In the Ed Tech policy session I attended after that, David Byer from Apple’s education policy division gave us some numbers:
35 Senate seats up this year
435 representative seats up for election
11 gubernatorial seats up for election
$262 million for Enhancing Education Through Technology (EETT)
- down from $700 million in FY02
- there may be a small gain this year
- president recommends $0 funding
10,000 Ed Tech Action Network members (he seemed to think was impressive, and it is for a volunteer advocacy activity, but it’s a drop in comparison to stakeholders in ed tech, I’d think)
Then Hilary Goldmann presented. She mentioned something that I didn’t know, which is that in many states ed tech is local or federal, not state. She showed a pie chart of federal spending, pointing out all that is mandatory and the vulnerability of discretionary funds for education such as ed tech. And she said that the next administration will reauthorize NCLB and it may go back to being ESEA.
She talked about ATTAIN (Achievement Through Technology and Innovation), the new proposed EETT. ISTE voices were included in legislation, which includes more teacher professional development and improves support for disadvantaged schools. The House and Senate have released draft legislation and ATTAIN is included in both.
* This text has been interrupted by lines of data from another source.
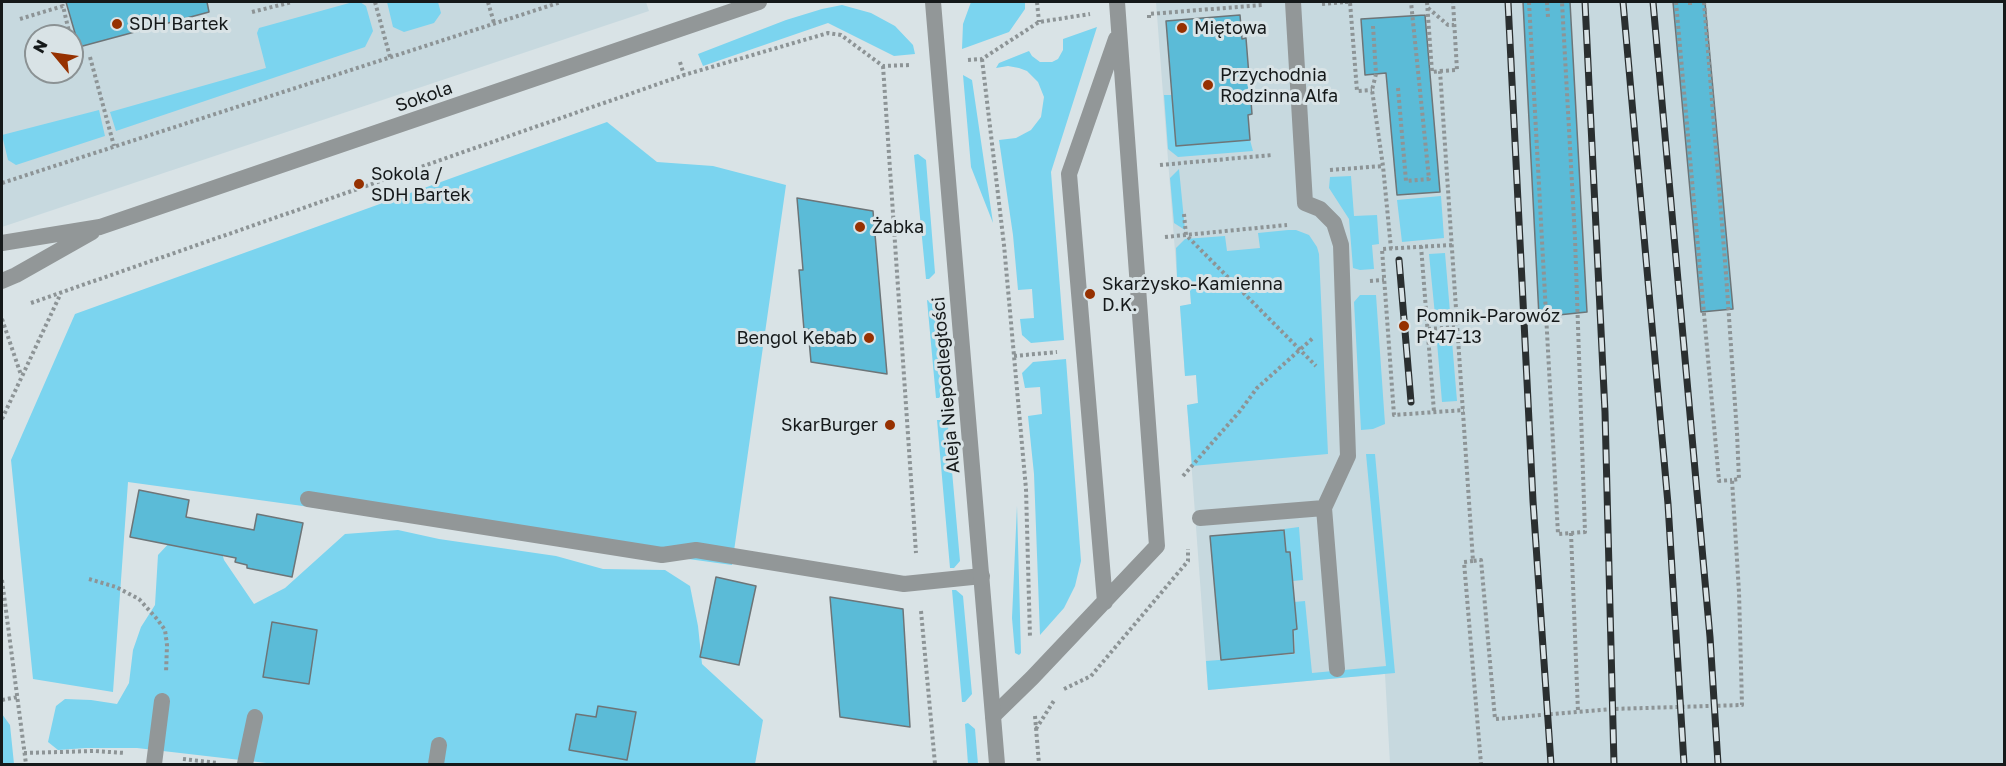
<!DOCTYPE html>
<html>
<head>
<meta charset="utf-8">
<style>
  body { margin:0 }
  #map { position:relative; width:2006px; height:766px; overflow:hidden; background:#d9e3e6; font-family:"Golos Text",sans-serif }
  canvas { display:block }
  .frame { position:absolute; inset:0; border:3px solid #15191a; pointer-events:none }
  .north { position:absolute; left:24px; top:24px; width:60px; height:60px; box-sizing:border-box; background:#d9e3e6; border:2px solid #8b9294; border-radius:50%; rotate:299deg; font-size:16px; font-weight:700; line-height:24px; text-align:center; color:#15191a }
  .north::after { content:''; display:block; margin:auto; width:21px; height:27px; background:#963101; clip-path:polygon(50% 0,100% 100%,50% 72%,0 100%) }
</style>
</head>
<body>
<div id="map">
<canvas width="2006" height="766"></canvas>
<div class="frame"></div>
<div class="north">N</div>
</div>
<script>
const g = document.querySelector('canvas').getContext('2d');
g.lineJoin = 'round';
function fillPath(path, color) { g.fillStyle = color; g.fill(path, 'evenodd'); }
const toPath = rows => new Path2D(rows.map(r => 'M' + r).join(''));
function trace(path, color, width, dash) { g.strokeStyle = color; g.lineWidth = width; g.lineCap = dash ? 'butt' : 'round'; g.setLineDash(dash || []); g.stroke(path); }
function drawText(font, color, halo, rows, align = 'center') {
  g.font = font + ' "Golos Text",sans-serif'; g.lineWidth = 6; g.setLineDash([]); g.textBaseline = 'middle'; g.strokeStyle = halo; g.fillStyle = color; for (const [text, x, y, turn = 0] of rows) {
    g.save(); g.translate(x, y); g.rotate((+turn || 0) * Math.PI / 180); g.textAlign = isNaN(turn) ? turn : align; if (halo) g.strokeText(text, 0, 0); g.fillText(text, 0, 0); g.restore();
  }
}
fillPath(toPath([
  [2,2,646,2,649,11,2,227],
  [36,36,72,36,72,72,36,72],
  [1156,2,2004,2,2004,764,1390,764,1385,674,1208,690,1187,405,1198,403,1196,375,1185,376,1180,306,1191,304,1189,278,1177,278]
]), '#c7d9df');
fillPath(toPath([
  [353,2,360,2,366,6,373,31,365,47,116,131,110,112,266,68,257,33,259,28],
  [387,2,438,2,441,13,434,23,404,32,393,27],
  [971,2,1025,2,1025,9,1009,32,962,49,963,24],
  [842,5,871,13,895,26,913,45,915,54,894,56,828,23,703,66,698,54,786,20,822,9],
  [1097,27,1051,172,1064,340,1031,343,1022,335,1020,319,1034,318,1032,289,1018,290,1013,235,999,140,1016,138,1031,130,1041,117,1044,97,1038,82,1027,71,1019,68,1008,66,996,68,999,63,1029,51,1032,56,1040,62,1052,62,1058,59,1063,50,1063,39],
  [963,75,972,80,993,223,971,167],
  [1164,95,1172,95,1176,146,1250,140,1253,151,1178,157,1168,149],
  [99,110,105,136,16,165,8,160,2,135],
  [607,122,657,162,713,166,786,185,732,565,128,482,113,692,33,679,11,460,75,314],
  [918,154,926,160,935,273,929,279,926,279,914,155],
  [1179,169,1185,230,1174,223,1170,178],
  [1351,176,1354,216,1377,215,1379,244,1372,245,1374,269,1360,270,1353,268,1349,219,1329,188,1330,177],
  [1441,196,1444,238,1402,242,1397,200],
  [1288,230,1296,230,1309,235,1317,247,1319,254,1328,454,1192,466,1187,405,1198,403,1196,375,1185,376,1180,306,1191,304,1189,278,1177,278,1176,248,1185,239,1225,236,1227,251,1260,248,1258,233],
  [1445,253,1450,312,1435,315,1429,254],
  [1360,295,1376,295,1385,424,1373,429,1361,430,1354,302],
  [927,300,938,304,939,309,945,390,939,398,936,398],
  [1452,341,1457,401,1442,402,1437,342],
  [1066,359,1081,561,1075,586,1064,608,1040,635,1034,474,1028,416,1042,414,1040,387,1025,388,1022,373,1033,362],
  [937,420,941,420,948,426,960,561,954,568,950,568],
  [1366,454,1375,454,1395,673,1208,690,1206,661,1295,654,1294,630,1297,629,1294,602,1305,601,1312,673,1386,666],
  [1017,506,1021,653,1019,655,1015,653,1012,618],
  [185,526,218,538,224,560,254,604,285,588,345,534,398,530,439,539,556,556,603,569,665,570,690,586,698,626,702,664,763,720,755,764,275,764,137,748,86,748,58,750,48,742,56,706,65,699,91,700,117,704,129,683,133,650,141,627,155,605,158,555],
  [1299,527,1303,580,1293,581,1291,552,1286,552,1284,529],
  [952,590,956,590,963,596,972,694,965,702,962,702],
  [2,714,10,725,14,764,2,764],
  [968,723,975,729,978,764,968,764,965,724]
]), '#7bd4ef');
const building = toPath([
  [66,2,207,2,209,12,79,47,66,2],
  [1523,2,1570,2,1587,312,1539,317,1523,2],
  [1673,2,1705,2,1733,309,1701,312,1673,2],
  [1240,15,1242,39,1246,38,1252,114,1248,115,1250,140,1176,146,1166,21,1240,15],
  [1425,15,1440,192,1397,195,1386,73,1365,75,1361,19,1425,15],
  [797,198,873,211,887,374,811,362,808,329,804,330,799,270,803,270,797,198],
  [139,490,189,500,186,517,254,530,257,514,303,523,292,577,247,568,247,565,235,562,236,558,130,537,139,490],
  [1284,530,1286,552,1290,552,1297,629,1293,630,1294,653,1221,660,1210,536,1284,530],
  [716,577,756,586,739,665,700,657,716,577],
  [830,597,903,609,910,727,840,717,830,597],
  [272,622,317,630,309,684,263,677,272,622],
  [598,706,636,712,627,760,569,750,576,714,596,717,598,706]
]);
fillPath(building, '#5bbbd7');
trace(building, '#6d7578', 1.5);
trace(toPath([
  [375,2,390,57],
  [488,2,494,23],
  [1037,2,1039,22],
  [1345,2,1350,2,1357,91,1372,90],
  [1427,2,1432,72,1440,71,1473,561,1481,560,1495,719,1612,709,1742,705,1739,592,1732,480,1739,479,1737,433,1726,274,1704,2],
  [1529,2,1558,534,1585,532,1575,238,1562,2],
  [1547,2,1548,17],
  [1676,2,1719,481,1732,480],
  [1690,2,1690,5],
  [1322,4,1345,2],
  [1428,8,1448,25,1454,25],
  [252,12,292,2],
  [1149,18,1149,14,1263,5],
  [20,19,63,6,70,36],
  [1373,26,1376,74,1372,90,1383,166,1391,249],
  [72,44,76,61],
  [90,57,114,146],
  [982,59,1004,245,1026,489,1030,638],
  [968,60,982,59,1039,22,1090,14],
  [680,62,684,75],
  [883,66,916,553],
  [1440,71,1457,70,1453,2],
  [1249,76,1269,74],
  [1398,88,1406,181,1429,179,1411,2],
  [1160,165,1272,155],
  [1330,170,1383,166],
  [2,183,561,2],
  [1184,214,1186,235,1316,366],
  [1165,237,1287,225],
  [1452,245,1382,249,1394,415,1464,410],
  [1421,246,1434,412],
  [1370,281,1384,280],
  [31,303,684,75,828,33,841,35,883,66,910,65],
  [2,319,21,375],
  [1428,329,1458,327],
  [1014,356,1057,352],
  [2,419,61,293],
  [1183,476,1240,411,1257,388,1314,337],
  [1571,533,1578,712],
  [1473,561,1464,562,1481,764],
  [89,579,116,587,139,599,157,619,165,630,167,645,166,673],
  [2,580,26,764],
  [921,611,935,764],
  [1064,689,1091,676,1188,561,1188,549],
  [2,700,17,697],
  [1035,716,1039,764],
  [1036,729,1055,699],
  [24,753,94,751,125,753],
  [183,759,218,763]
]), '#8d9496', 4, [3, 3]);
trace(toPath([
  [1293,2,1305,203,1320,209,1334,223,1341,245,1348,456,1324,508,1337,669],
  [308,499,662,555,696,550,904,584,982,576],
  [1200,518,1324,508],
  [1105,602,1069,174,1116,39],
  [993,716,1032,678,1157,546,1117,2],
  [154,764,162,701],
  [245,764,255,717],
  [436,764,439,745]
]), '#929798', 16);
trace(toPath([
  [933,2,997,764],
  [2,243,100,227,759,2],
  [2,281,16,275,92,232]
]), '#929798', 16);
const rail = toPath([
  [1508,2,1533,501,1551,764],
  [1585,2,1605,412,1614,764],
  [1623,2,1668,504,1684,764],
  [1653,2,1710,637,1718,764],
  [1399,260,1411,402]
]);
trace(rail, '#2a2f30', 7);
trace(rail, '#d9e3e6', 4.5, [14]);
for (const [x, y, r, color] of [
  [117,24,6,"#963101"],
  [1182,28,6,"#963101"],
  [1208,85,6,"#963101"],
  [359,184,6,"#963101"],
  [860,227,6,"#963101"],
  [1090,294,6,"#963101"],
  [1404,326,6,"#963101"],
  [869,338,6,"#963101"],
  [890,425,6,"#963101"]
]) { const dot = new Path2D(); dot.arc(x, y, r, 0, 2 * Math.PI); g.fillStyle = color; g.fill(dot); trace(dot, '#d9e3e6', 2); }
drawText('18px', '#15191a', '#d9e3e6', [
  ["SDH Bartek",129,24],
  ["Miętowa",1194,28],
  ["Przychodnia",1220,75],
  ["Rodzinna Alfa",1220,96],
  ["Sokola /",371,174],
  ["SDH Bartek",371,195],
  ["Żabka",872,227],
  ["Skarżysko-Kamienna",1102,284],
  ["D.K.",1102,305],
  ["Pomnik-Parowóz",1416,316],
  ["Pt47-13",1416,337],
  ["Bengol Kebab",857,338,"right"],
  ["SkarBurger",878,425,"right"]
], 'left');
drawText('18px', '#15191a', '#d9e3e6', [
  ["Sokola",424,97,-19],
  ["Aleja Niepodległości",946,385,-95]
]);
</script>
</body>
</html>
What does this mean? Widespread technology in the classroom must be more difficult to implement every year with this waning funding. Luckily technology is getting cheaper, especially smaller and one-item or one-service solutions. And for the brave school systems, there is open source.
ATTAIN sounds pretty good. Improved support for teacher professional development is going to be a great boon. But there was an exchange that I didn’t quite catch, in which it sounded like federally mandated professional development may not be effective or provide much choice to the individual school systems. Can anyone validate this?
Onto a discussion in NECC Unplugged (Bloggers’ Cafe) about the problems between IT departments and teachers, then one on strategic tech ed thinking wtih ISTE presidents and business leaders, then a Classroom 2.0 gathering back at the NECC Unplugged area.